18.4  (a)  Each government accepting or acceding to the MTO shall take all 
           necessary steps, of a general or particular character, to ensure, 
           not later than the date of entry into force of the Agreement 
           Establishing the MTO for it, the conformity of its laws, 
           regulations and administrative procedures with the provisions of 
           this Agreement as they may apply for the Member in question.

      (b)  Each Member shall inform the Committee of any changes in its laws 
           and regulations relevant to this Agreement and in the 
           administration of such laws and regulations.

18.5  The Committee shall review annually the implementation and operation 
of this Agreement taking into account the objectives thereof.  The Committee 
shall annually inform the Council for Trade in Goods of developments during 
the period covered by such reviews.

18.6  The Annexes to this Agreement constitute an integral part thereof.

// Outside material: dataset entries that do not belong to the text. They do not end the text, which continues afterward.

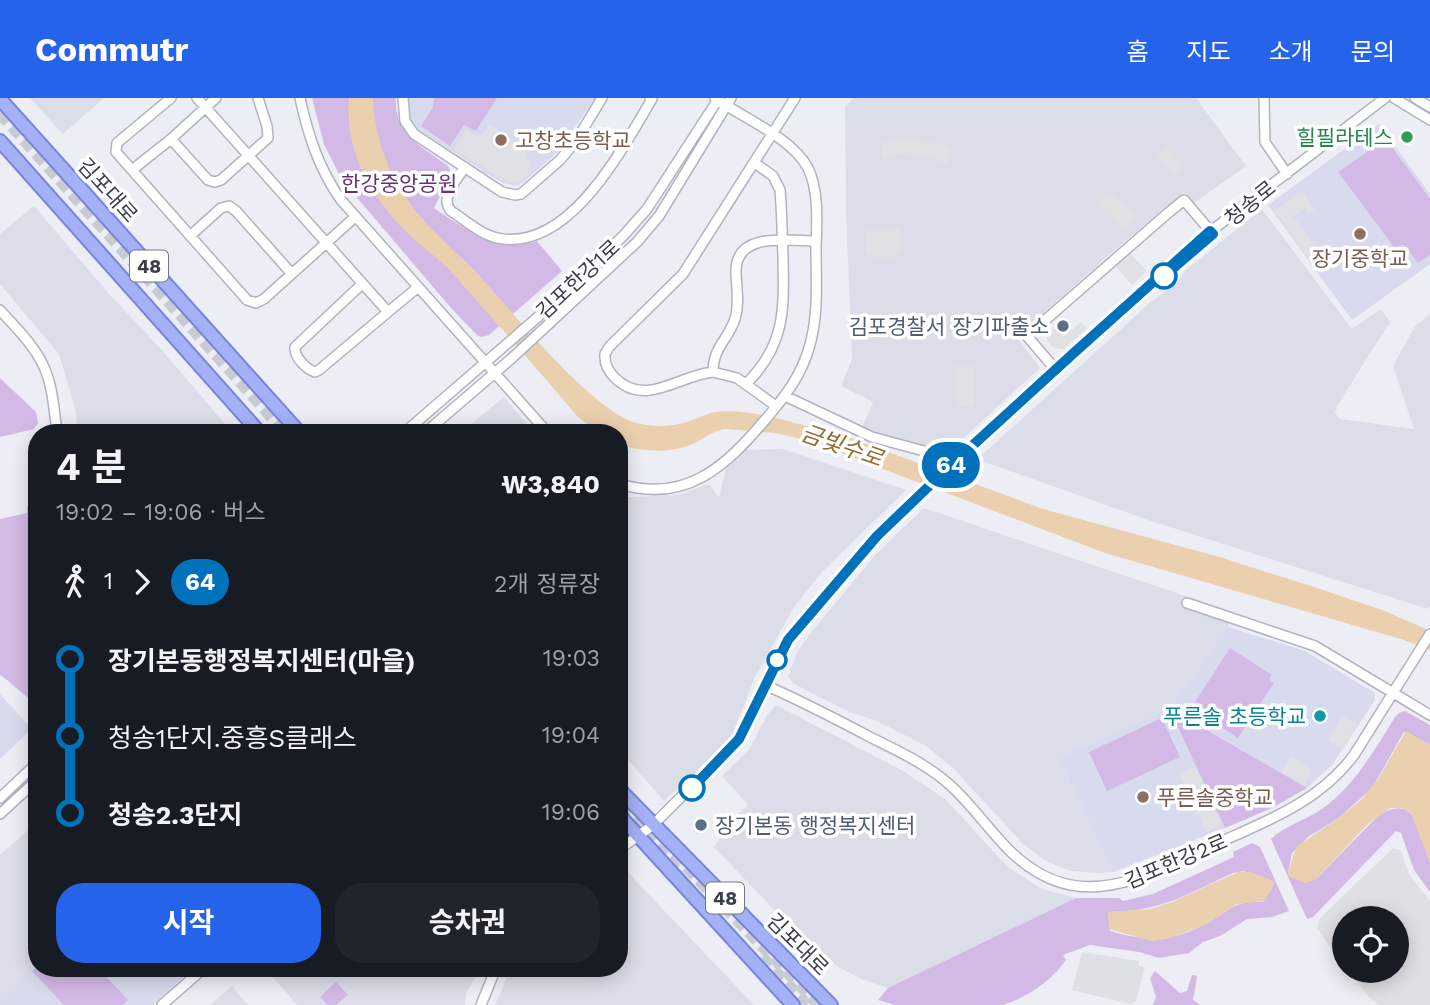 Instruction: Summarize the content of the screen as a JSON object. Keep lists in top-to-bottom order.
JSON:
{
  "streets": {
    "main road": ["김포대로", "48"],
    "street": ["청송로", "김포한강1로", "김포한강2로"]
  },
  "crossings": [
    ["김포대로", "청송로"],
    ["청송로", "김포한강2로"]
  ],
  "water": ["금빛수로"],
  "parks": ["한강중앙공원"],
  "places": [
    "힐필라테스",
    "고창초등학교",
    "장기중학교",
    "김포경찰서 장기파출소",
    "푸른솔 초등학교",
    "푸른솔중학교",
    "장기본동 행정복지센터"
  ],
  "lines": ["bus line 64"],
  "page": {
    "header": "Commutr",
    "nav": [
      "홈",
      "지도",
      "소개",
      "문의"
    ],
    "on_map": "64",
    "heading": ["4 분", "19:02 – 19:06 · 버스", "₩3,840"],
    "legs": ["1", "64", "2개 정류장"],
    "list": [
      {
        "name": "장기본동행정복지센터(마을)",
        "value": "19:03"
      },
      {
        "name": "청송1단지.중흥S클래스",
        "value": "19:04"
      },
      {
        "name": "청송2.3단지",
        "value": "19:06"
      }
    ],
    "buttons": ["시작", "승차권"]
  }
} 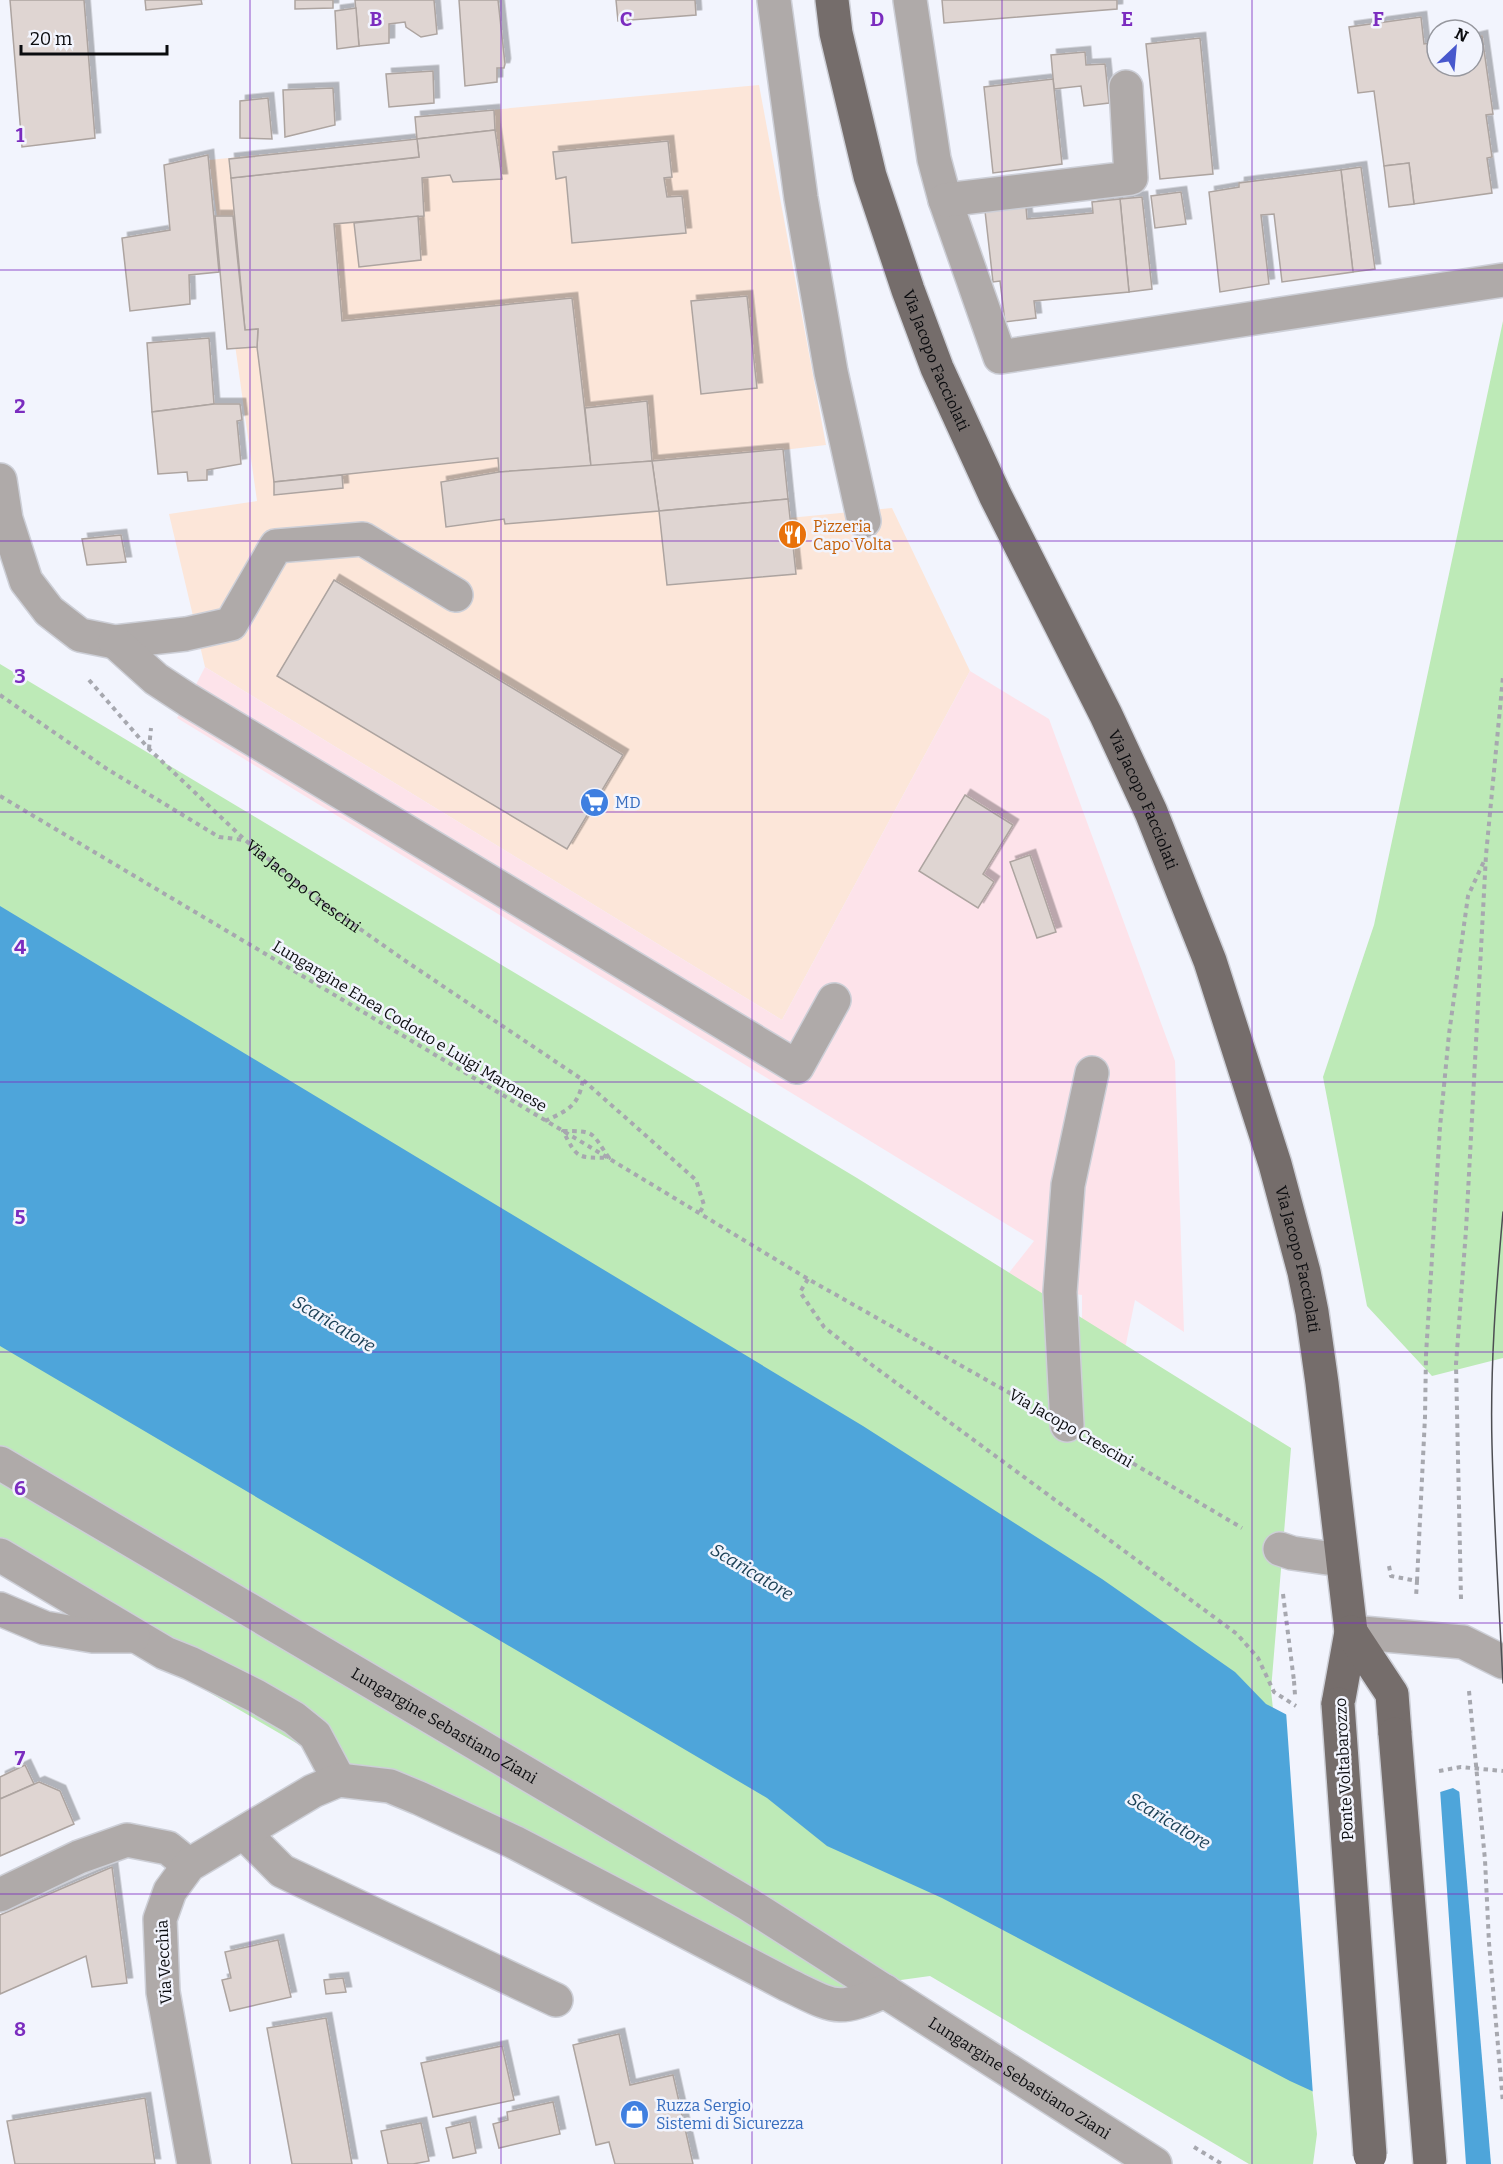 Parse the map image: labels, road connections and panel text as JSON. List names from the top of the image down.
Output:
{
  "streets": {
    "main road": ["Via Jacopo Facciolati", "Ponte Voltabarozzo"],
    "street": ["Lungargine Sebastiano Ziani", "Via Vecchia"],
    "path": ["Via Jacopo Crescini", "Lungargine Enea Codotto e Luigi Maronese"]
  },
  "crossings": [
    ["Via Jacopo Facciolati", "Ponte Voltabarozzo"],
    ["Via Jacopo Crescini", "Lungargine Enea Codotto e Luigi Maronese"]
  ],
  "water": ["Scaricatore"],
  "places": {
    "restaurant": ["Pizzeria Capo Volta"],
    "supermarket": ["MD"],
    "shop": ["Ruzza Sergio Sistemi di Sicurezza"]
  },
  "scale_bar": "20 m",
  "north": "top right",
  "grid": {
    "columns": [
      "B",
      "C",
      "D",
      "E",
      "F"
    ],
    "rows": [
      "1",
      "2",
      "3",
      "4",
      "5",
      "6",
      "7",
      "8"
    ]
  }
}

                                 ANNEX I

           Procedures for On-The-Spot Investigations Pursuant
                       to paragraph 7 of Article 6


1.    Upon initiation of an investigation, the authorities of the exporting 
      country and the firms known to be concerned should be informed of the 
      intention to carry out on-the-spot investigations.

2.    If in exceptional circumstances it is intended to include 
      non-governmental experts in the investigating team, the firms and the 
      authorities of the exporting country should be so informed.  Such 
      non-governmental experts should be subject to effective sanctions for 
      breach of confidentiality requirements.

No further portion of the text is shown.